HPE Adds Lakehouse to GreenLake, Targets Databricks
Imitation may be the sincerest form of flattery. But if you’re Databricks, you might not be too flattered by HPE, which today announced Ezmeral Unified Analytics, a new lakehouse offering based on Spark and Databricks’ Delta Lake technology that customers can run on-prem at two-thirds the cost of public cloud offerings, HPE claims. It also launched a Kubernetes-based object storage system called Ezmeral Data Fabric Object Store that’s aimed at making data available wherever it needs to be accessed.
HPE may be playing catch up in the big data analytics space. But the systems giant, which acquired MapR Technologies in 2019, seems convinced that it’s poised to leapfrog the industry leaders in this space by delivering a third-generation platform that uses the latest technology to deliver high-performance analytics and machine learning on prem and in the cloud without the high costs or lock-in that customers have grown to expect from the cloud.
“The way we think about it, we are in the third generation of data analytics,” said Vishal Lall, the senior vice president and general manager of GreenLake Cloud Services during a presentation Monday. “If you go back to the ‘80s and ‘90s, that was the era of warehousing with companies like Teradata, etc. Then it was all about structured data at that time. Then in the early 2000s, we entered this era of unstructured data, where big data lakes were formed [with] new companies like Hortonworks and Cloudera.”
The second-generation Hadoop offerings hit a wall when it came to support for transactions, which necessitated an extensive amount of inefficient data copying, he said. The public cloud platforms and vendors like Databricks helped to address that problem, but with caveats and higher costs.
But not everybody has a path forward, Lall said. “Customers who are on the second generation or the first generation technology are finding themselves to be stuck,” he said. “They find that there isn’t really much of a product roadmap when it comes to existing technologies like Cloudera or Hortonworks. And as they look at Spark or Delta Lake, they’re like, there’s nothing on premises.”
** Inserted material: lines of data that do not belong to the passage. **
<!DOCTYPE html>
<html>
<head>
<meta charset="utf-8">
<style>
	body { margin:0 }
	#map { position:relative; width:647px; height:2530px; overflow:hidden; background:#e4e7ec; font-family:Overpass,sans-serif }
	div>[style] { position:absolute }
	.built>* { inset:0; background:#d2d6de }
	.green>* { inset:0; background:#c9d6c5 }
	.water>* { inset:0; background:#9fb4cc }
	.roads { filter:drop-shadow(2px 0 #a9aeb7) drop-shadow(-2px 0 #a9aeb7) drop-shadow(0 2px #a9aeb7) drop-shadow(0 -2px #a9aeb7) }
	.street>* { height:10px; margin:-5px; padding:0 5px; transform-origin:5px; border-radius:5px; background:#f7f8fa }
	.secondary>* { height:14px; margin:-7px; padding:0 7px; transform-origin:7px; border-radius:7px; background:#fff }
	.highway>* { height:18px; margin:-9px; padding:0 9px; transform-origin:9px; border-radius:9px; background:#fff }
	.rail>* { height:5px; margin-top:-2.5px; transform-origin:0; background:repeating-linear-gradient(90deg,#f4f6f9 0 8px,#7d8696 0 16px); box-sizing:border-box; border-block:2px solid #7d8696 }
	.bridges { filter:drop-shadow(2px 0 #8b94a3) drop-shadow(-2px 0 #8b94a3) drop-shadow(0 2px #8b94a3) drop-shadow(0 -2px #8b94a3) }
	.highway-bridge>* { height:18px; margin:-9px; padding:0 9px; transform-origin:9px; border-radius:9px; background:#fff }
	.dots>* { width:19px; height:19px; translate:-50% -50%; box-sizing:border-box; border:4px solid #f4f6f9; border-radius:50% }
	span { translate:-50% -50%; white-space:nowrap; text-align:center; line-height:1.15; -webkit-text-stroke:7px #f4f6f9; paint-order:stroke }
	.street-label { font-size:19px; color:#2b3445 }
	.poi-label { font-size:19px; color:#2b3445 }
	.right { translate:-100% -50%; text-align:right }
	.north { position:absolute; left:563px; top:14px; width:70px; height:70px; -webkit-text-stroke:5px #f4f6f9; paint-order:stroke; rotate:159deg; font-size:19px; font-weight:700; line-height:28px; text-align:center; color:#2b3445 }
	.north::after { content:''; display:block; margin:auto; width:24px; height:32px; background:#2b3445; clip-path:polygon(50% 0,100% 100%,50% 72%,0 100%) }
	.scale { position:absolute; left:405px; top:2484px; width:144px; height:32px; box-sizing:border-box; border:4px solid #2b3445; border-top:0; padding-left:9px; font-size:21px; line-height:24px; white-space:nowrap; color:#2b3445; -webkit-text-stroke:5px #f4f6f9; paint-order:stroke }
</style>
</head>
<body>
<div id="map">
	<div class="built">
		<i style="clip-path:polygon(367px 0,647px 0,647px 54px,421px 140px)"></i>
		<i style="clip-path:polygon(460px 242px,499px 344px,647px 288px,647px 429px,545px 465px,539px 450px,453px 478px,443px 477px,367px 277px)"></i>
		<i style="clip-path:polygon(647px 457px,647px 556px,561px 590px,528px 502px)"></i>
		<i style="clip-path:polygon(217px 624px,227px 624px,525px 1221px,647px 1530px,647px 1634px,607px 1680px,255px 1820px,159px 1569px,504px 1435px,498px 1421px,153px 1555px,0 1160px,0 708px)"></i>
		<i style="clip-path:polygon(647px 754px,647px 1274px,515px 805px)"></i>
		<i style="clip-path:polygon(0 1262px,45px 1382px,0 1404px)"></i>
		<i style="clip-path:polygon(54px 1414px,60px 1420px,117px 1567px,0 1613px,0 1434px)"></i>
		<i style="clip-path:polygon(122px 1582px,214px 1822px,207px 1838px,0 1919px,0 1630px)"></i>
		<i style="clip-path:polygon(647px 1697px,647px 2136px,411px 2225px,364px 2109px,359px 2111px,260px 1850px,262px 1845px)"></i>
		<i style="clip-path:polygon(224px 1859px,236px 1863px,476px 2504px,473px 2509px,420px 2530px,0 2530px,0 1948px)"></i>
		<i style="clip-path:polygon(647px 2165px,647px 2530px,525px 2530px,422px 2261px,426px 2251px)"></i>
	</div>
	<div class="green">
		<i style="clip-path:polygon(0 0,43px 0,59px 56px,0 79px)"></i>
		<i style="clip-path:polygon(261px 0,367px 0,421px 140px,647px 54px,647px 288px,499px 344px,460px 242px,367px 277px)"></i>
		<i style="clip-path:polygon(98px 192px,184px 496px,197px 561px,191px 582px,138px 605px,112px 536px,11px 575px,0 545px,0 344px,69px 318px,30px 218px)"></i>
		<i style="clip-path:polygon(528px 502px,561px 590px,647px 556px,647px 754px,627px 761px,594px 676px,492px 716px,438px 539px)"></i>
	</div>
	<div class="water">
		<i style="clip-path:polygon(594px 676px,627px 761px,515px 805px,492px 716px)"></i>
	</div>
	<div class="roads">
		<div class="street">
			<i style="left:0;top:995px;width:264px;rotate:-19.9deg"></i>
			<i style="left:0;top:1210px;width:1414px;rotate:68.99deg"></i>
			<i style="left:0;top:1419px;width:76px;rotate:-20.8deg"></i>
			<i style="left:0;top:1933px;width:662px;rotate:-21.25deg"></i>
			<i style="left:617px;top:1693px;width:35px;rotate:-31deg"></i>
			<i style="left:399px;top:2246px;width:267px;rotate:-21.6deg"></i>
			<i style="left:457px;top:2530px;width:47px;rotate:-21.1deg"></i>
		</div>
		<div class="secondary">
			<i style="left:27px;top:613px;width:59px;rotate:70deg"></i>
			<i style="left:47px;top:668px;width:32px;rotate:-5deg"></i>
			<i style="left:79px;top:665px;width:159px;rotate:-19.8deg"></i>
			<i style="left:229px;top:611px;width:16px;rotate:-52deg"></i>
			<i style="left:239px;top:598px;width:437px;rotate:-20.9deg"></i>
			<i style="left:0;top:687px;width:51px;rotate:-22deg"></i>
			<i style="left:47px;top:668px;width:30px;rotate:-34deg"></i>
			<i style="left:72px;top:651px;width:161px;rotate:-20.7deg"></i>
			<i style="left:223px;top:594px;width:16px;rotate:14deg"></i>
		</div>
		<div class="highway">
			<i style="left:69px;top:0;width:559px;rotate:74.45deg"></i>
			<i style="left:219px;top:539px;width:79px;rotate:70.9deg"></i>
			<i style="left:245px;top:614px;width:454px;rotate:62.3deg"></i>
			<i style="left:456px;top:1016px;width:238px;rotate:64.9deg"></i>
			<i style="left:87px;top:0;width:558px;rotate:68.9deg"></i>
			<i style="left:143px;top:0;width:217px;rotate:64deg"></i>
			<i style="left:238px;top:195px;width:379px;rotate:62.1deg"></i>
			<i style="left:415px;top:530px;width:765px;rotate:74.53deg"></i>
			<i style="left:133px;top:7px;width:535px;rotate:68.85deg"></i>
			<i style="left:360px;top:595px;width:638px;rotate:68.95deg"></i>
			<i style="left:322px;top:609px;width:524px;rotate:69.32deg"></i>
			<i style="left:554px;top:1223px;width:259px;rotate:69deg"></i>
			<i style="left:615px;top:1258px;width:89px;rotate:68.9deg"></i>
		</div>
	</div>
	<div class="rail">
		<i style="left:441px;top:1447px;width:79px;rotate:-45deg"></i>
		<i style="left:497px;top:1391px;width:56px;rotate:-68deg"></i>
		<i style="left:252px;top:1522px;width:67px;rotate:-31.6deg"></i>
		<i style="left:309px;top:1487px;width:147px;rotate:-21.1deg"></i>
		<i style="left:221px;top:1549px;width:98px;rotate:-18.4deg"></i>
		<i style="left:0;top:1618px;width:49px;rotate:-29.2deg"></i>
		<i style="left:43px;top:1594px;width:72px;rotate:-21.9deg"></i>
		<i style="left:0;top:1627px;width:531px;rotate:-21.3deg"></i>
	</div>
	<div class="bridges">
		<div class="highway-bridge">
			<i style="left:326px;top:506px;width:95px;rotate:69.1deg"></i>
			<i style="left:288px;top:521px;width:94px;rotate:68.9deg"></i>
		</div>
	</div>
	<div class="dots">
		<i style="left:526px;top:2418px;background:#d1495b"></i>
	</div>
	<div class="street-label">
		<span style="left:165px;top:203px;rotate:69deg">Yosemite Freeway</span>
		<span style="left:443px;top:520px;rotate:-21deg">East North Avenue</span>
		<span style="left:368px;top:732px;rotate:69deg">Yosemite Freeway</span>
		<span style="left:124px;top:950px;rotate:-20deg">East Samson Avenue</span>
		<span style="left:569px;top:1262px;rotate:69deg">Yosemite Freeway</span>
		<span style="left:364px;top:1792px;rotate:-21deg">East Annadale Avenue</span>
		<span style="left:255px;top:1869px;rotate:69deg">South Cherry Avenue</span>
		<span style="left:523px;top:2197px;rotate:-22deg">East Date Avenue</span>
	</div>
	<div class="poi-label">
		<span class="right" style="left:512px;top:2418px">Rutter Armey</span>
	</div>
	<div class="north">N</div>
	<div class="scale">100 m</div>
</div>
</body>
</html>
That’s the sweet spot that HPE is looking to occupy with its evolving Ezmeral offerings, which it first launched back in June 2020 as its platform for running containerized analytics, machine learning, and AI workloads. Now HPE says it has transformed Ezmeral into a first-of-its-kind platform that can run on-prem, on the edge, or in the cloud; work with structured and unstructured data; serve the needs of data analysts and data scientists; and can do so without the expense and lock-in of proprietary solutions.
The offering, which is available as software or as a service, is composed of four elements, two of which are new, including Ezmeral Analytics and the object fabric data store.
For starters, there is the Ezmeral Runtime (available in open source and enterprise versions) which provides the Kubernetes orchestration system. Then there is Ezmeral Analytics (one of the new components), which includes Apache Spark, the Swiss Army knife of data engines, as well as Delta Lake, the open source storage layer created by Databricks that brings ACID transactions to Apache Spark and big data workloads. There is also RAPIDS Accelerator for Apache Spark, software from Nvidia designed to accelerate Spark workloads running on GPUs.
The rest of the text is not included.